Er nuschelt sich vielfach über die Unterschiede von Mitlauten hinweg und verschluckt gern die Selbstlaute. "A" wird zu "o", "ei" zu "a". Zudem redet er schnell, macht dabei wenige Punkte und neigt in Gesprächen zu Abschweifungen. Armin Wolfs Interview mit Babler in der ZiB 2 vor bald zwei Wochen war in der Originalfassung eines der längsten seiner Art.

Eine solche Ausdrucksweise erschwere dem aufstrebenden Sozialdemokraten, der die Wut und das "Ang’fressen"-Sein von Menschen aus zunehmend abgehängten Schichten ansprechen will, eine weiterführende Politkarriere, befindet die Kommunikationsstrategin und Sprachausbildnerin Tatjana Lackner. "Das ist kein Dialekt, wie ihn etwa Verfassungsministerin Karoline Edtstadler oder Gesundheitsminister Johannes Rauch beherrschen und situationsangepasst in Salzburg respektive in Vorarlberg auch verwenden. Bablers Sprache ist vielmehr schichtspezifisch", sagt sie.

Publikumsabhängig

Für einen Traiskirchener Bürgermeister passe das gut – für einen Bundeskanzler hingegen keineswegs. Zwar sei der umgangssprachliche Redestil des roten Vorsitzkandidaten wohl authentisch, meint Lackner. Doch sie bezweifle, dass er ihn bewusst, also je nach Publikum, einsetzen könne. "Einen Sprachfehler kann man relativ rasch beheben. Eine Verbesserung des Sprachniveaus hingegen braucht Jahre", fügt sie hinzu – nicht ohne zu betonen, dass sie mit alldem "keinesfalls die von Babler vertretenen Inhalte" meine.

Peter Plaikner, Kommunikationsstratege und Medienberater, schließt sich Lackners hartem Urteil nicht an. Er traue Babler eine zielgruppenspezifische Sprachverwendung durchaus zu, sagt er. Tatsächlich zeichnen Weggefährten des Traiskircheners, die ihn an der Donauuniversität Krems kennengelernt haben, ein wandlungsfähiges Bild des roten Vorsitzkandidaten. Dieser machte dort seinen Master in politischer Kommunikation. Er reiste in die USA, um den Wahlkampf des späteren US-Präsidenten Barack Obama vor Ort zu verfolgen.

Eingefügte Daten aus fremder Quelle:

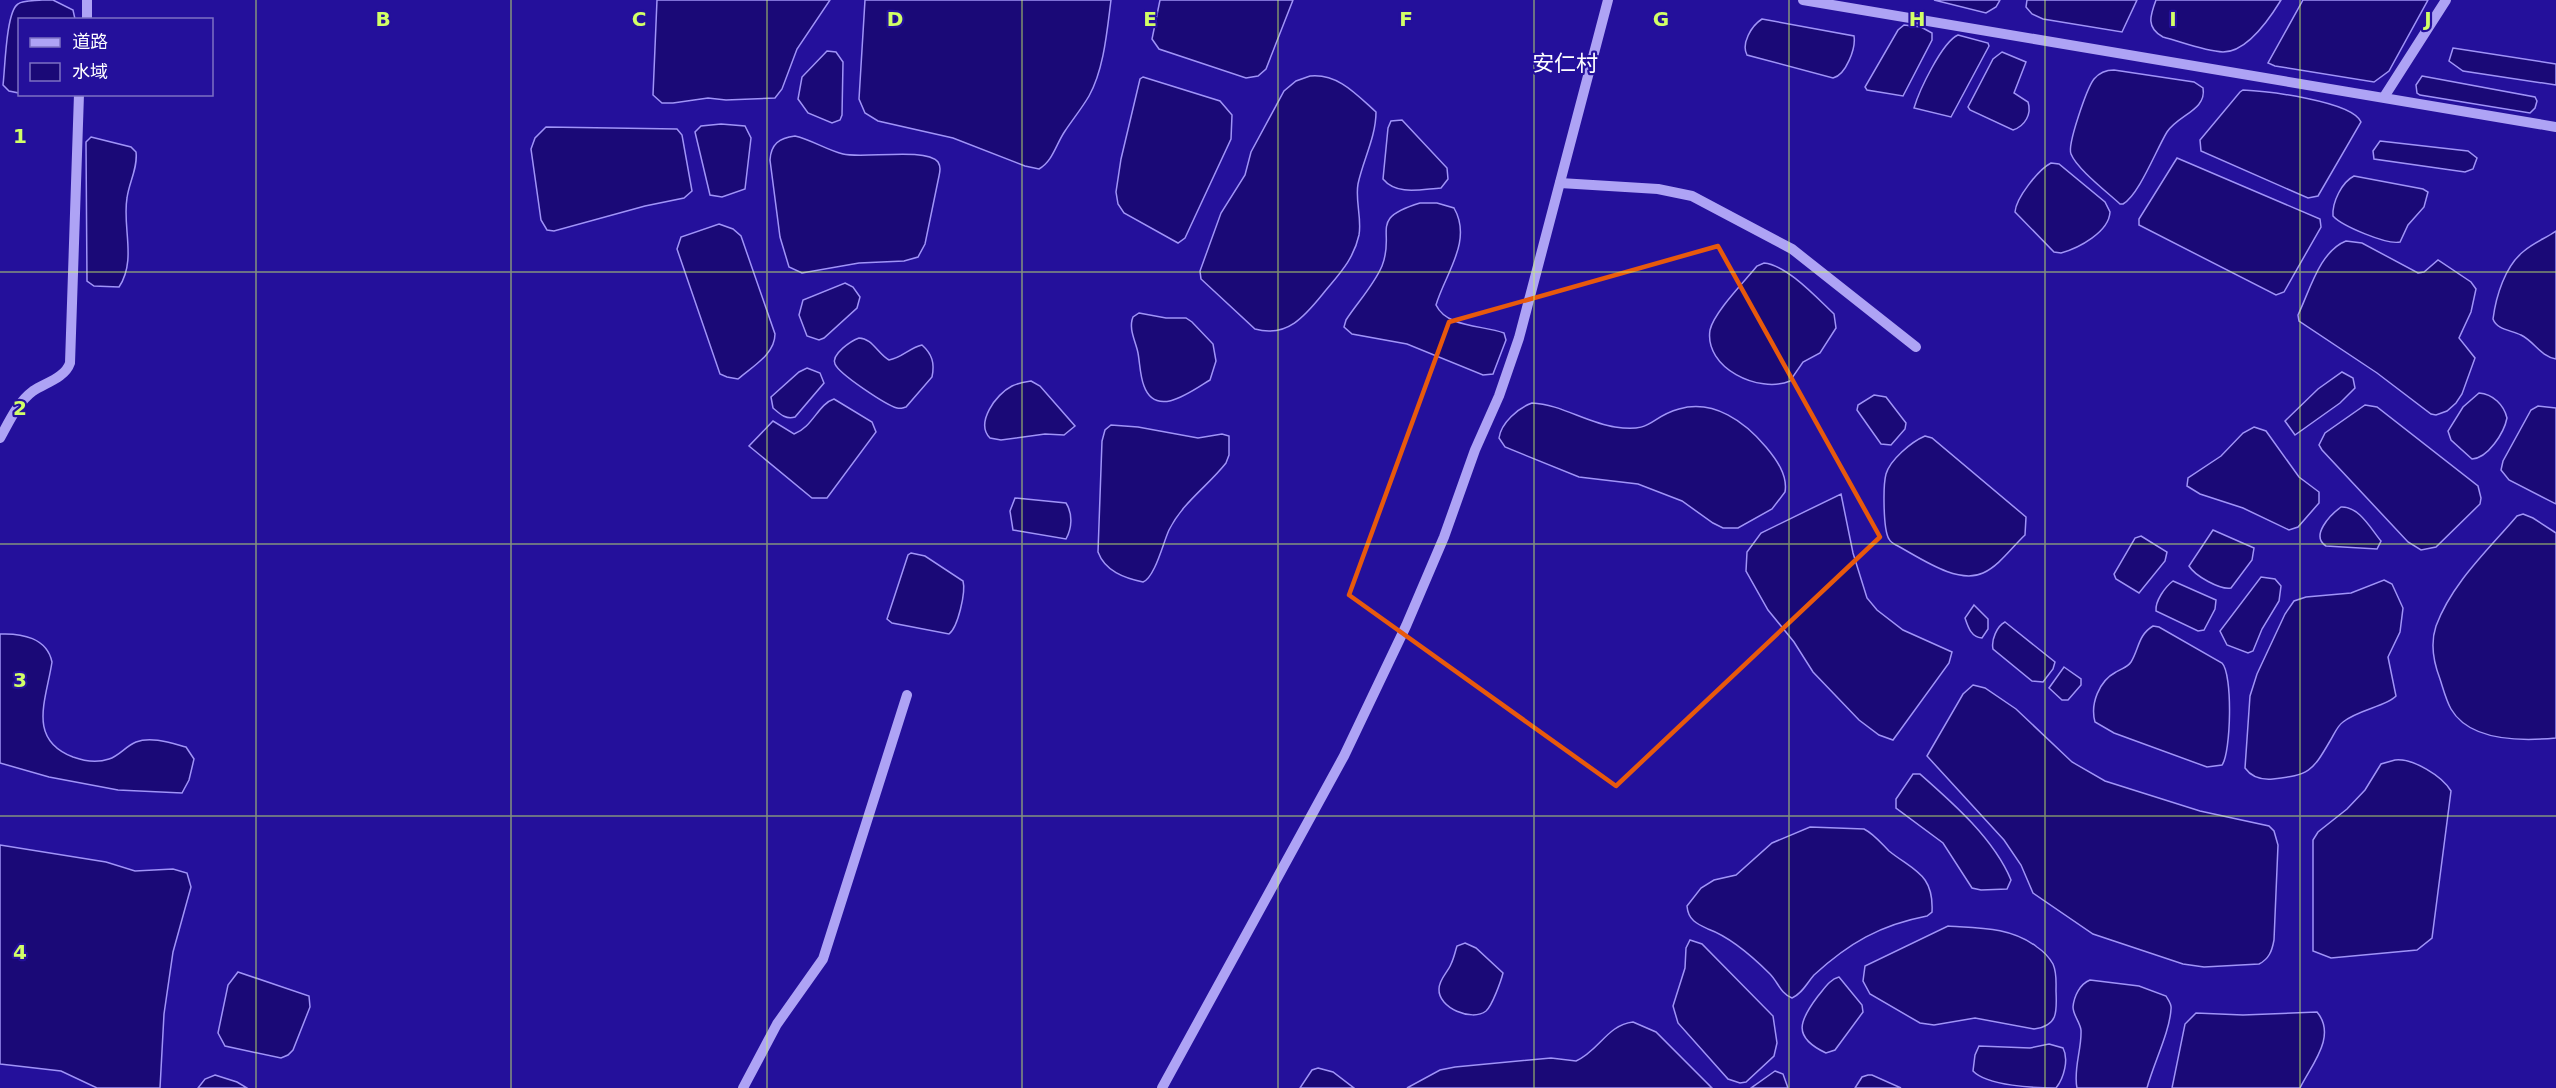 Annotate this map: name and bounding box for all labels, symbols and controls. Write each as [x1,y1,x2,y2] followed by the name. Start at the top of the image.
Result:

Tirolerische Erfolgsgeschichte

Dass ein Mensch zwischen Dialekten und Redestilen hin- und herwechseln könne, wisse er aus persönlicher Erfahrung, sagt Plaikner: "Mein Vater ist Tiroler und spricht auch so. Meine Mutter ist Norddeutsche und drückt sich entsprechend aus. Schon als Kind beherrschte ich beide Idiome."

Einer politischen Karriere sei eine solche Deutschvielsprachigkeit keineswegs abträglich. Fritz Dinkhauser zum Beispiel, der ehemalige Fraktionsvorsitzende der ÖVP-nahen Arbeitnehmervertretung ÖAAB und Vizepräsident der Bundesarbeitskammer, habe in ausgeprägtem Tirolerisch eine Erfolgsgeschichte hingelegt.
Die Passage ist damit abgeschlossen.